Interpretation of 'judgment debtor' in Clause (ccc) to proviso to Sec 60(1) CPC- What the Delhi HC has held

Interpretation of 'judgment debtor' in Clause (ccc) to proviso to Sec 60(1) CPC- What the Delhi HC has held
Delhi High Court

The Delhi High Court has held that the expression 'judgment debtor' in Clause (ccc) to the proviso to Section 60(1) of the Civil Procedure Code, as applicable to Delhi, has to be read and understood in the context of the meaning ascribed to the expression 'debtor' in the parent Act, i.e. the Punjab Relief of Indebtedness Act, 1934.

'Judgment debtor' in Clause (ccc) to the proviso to Section 60(1) cannot be understood to mean any 'judgment debtor' as generally understood, the Court has held.

The Judgment was passed by a Division Bench of Justices Vipin Sanghi and Rekha Palli.

One BR Dougall (BRD) was the owner of a property in Civil Lines, Delhi, which he claimed was a self-acquired property. One M/s Atul Food Products Limited obtained a loan from the Union Bank of India (UBI). Amongst others, BRD offered his personal guarantee to secure the said loan.

After the loan was not serviced and repaid in time, UBI initiated recovery proceedings before a Debt Recovery Tribunal (DRT) in Delhi under Section 19 of the Recovery of Debts Due to Banks and Financial Institutions Act.

The DRT by an ex-parte order allowed recovery against the principal borrower/ debtor M/s Atul Food Products Limited and BRD.

Consequently, a recovery certificate was issued for an amount of Rs.1,07,40,894 along with interest and costs. DRT, subsequently, also restrained BRD and others from creating any third party interest in their properties to the detriment of the lender.

Later, the petitioner, one Sujata Kapoor, intervened in the proceedings and claimed that she was a bonafide purchaser of the Civil Lines property from BRD. She argued that the property was exempted from attachment and sale in terms of clause (ccc) to priviso to Section 60(1) CPC, as applicable to Delhi, on the ground that it was the only residential house of BRD and continued to be the only residential property of the petitioner even now.

The petitioner’s arguments were rejected by the DRT as well as the Debt Recovery Appellate Tribunal and a challenge was preferred before the High Court.

After hearing the parties, the Court upheld the DRT, DRAT orders on the rejection of the petitioner’s claims and stated that if the petitioner felt that she had been defrauded by BRD, it was for her to sue the estate of BRD.

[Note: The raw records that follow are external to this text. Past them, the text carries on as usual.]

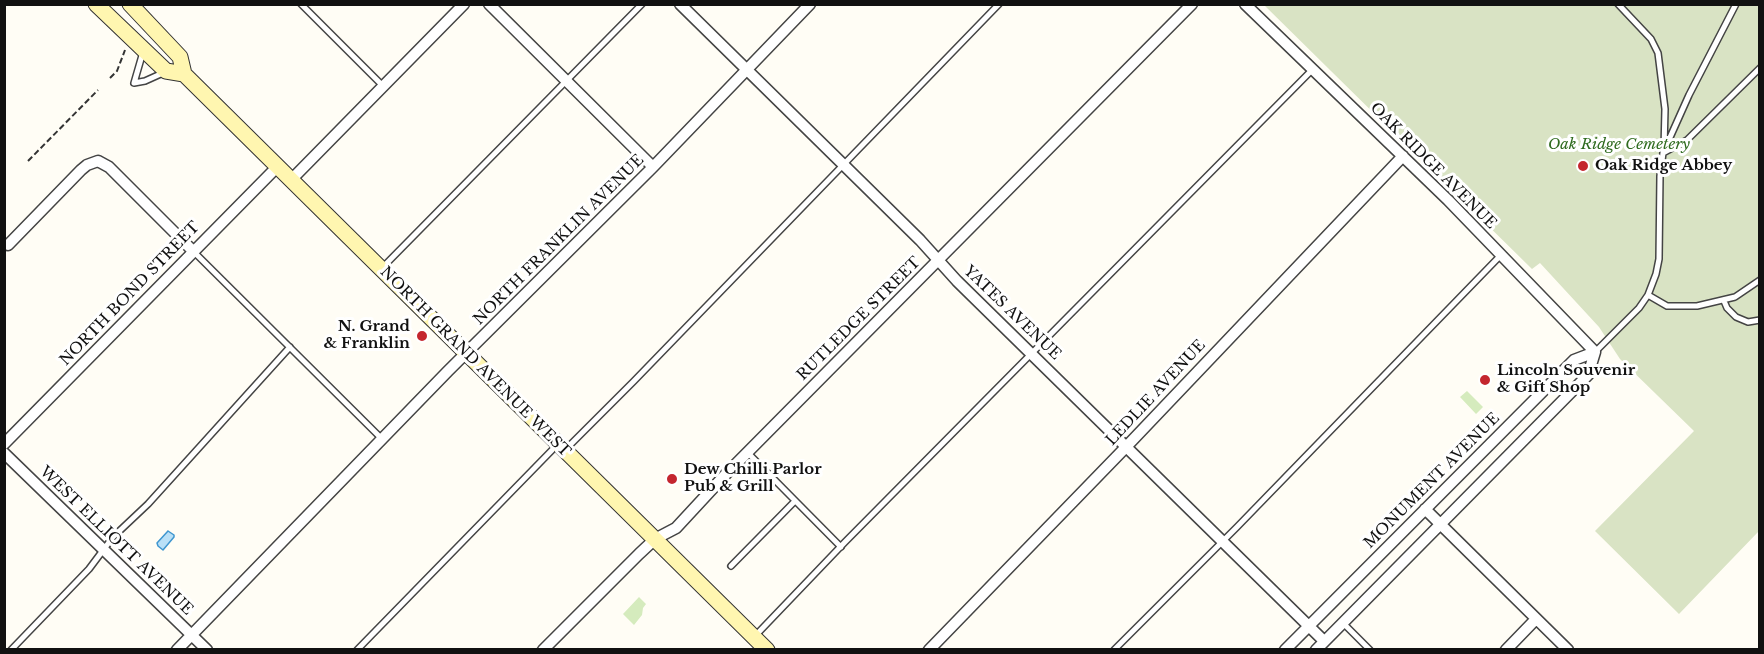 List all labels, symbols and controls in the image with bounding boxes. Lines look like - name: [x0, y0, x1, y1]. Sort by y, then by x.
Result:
- street label: OAK RIDGE AVENUE: [1366, 99, 1500, 233]
- park label: Oak Ridge Cemetery: [1548, 136, 1690, 154]
- street label: NORTH FRANKLIN AVENUE: [470, 151, 648, 329]
- place label: Oak Ridge Abbey: [1595, 157, 1732, 175]
- marker: Oak Ridge Abbey: [1576, 159, 1590, 173]
- street label: NORTH BOND STREET: [57, 218, 203, 370]
- street label: RUTLEDGE STREET: [794, 254, 924, 384]
- street label: YATES AVENUE: [960, 262, 1064, 364]
- street label: NORTH GRAND AVENUE WEST: [376, 263, 574, 461]
- place label: N. Grand & Franklin: [324, 318, 410, 353]
- marker: N. Grand & Franklin: [415, 329, 429, 343]
- street label: LEDLIE AVENUE: [1102, 337, 1210, 449]
- place label: Lincoln Souvenir & Gift Shop: [1497, 362, 1635, 397]
- marker: Lincoln Souvenir & Gift Shop: [1478, 373, 1492, 387]
- street label: MONUMENT AVENUE: [1361, 410, 1503, 552]
- place label: Dew Chilli Parlor Pub & Grill: [684, 461, 822, 496]
- street label: WEST ELLIOTT AVENUE: [36, 463, 196, 619]
- marker: Dew Chilli Parlor Pub & Grill: [665, 472, 679, 486]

To deal with the application of Clause (ccc) of proviso to Section 60(1) CPC, the Court noted that the provision was extended to Delhi vide a Central Government notification dated 08.06.1956 after the same was introduced to CPC through an amendement to Section 35 of the Punjab Relief of Indebtedness Act, 1934 (PRI Act).

In view of the above, the Court said,

Aforesaid being the position, in our considered view, the expression 'judgment debtor' used in Clause (ccc) of proviso to Section 60(1) of the Code has to be read and understood in the context of the meaning ascribed to the expression “debtor” in the parent Act, i.e. the PRI Act as amended, and the expression 'judgment debtor' cannot be understood to mean any 'judgment debtor, as generally understood.”

The Court noted that the expressions 'debtor' and 'debt' in the light of the objects of the PRI Act focused on granting relief from indebtedness in Punjab to a particular class of debtors i.e. small agriculturists.

The Court thus opined that the interpretation of Clause (ccc) of proviso to Section 60(1) CPC in a plain and grammatical way, de hors the context behind its introduction would result in debtors occupying extremely large and valuable properties and would get away without discharging their adjudicated liability.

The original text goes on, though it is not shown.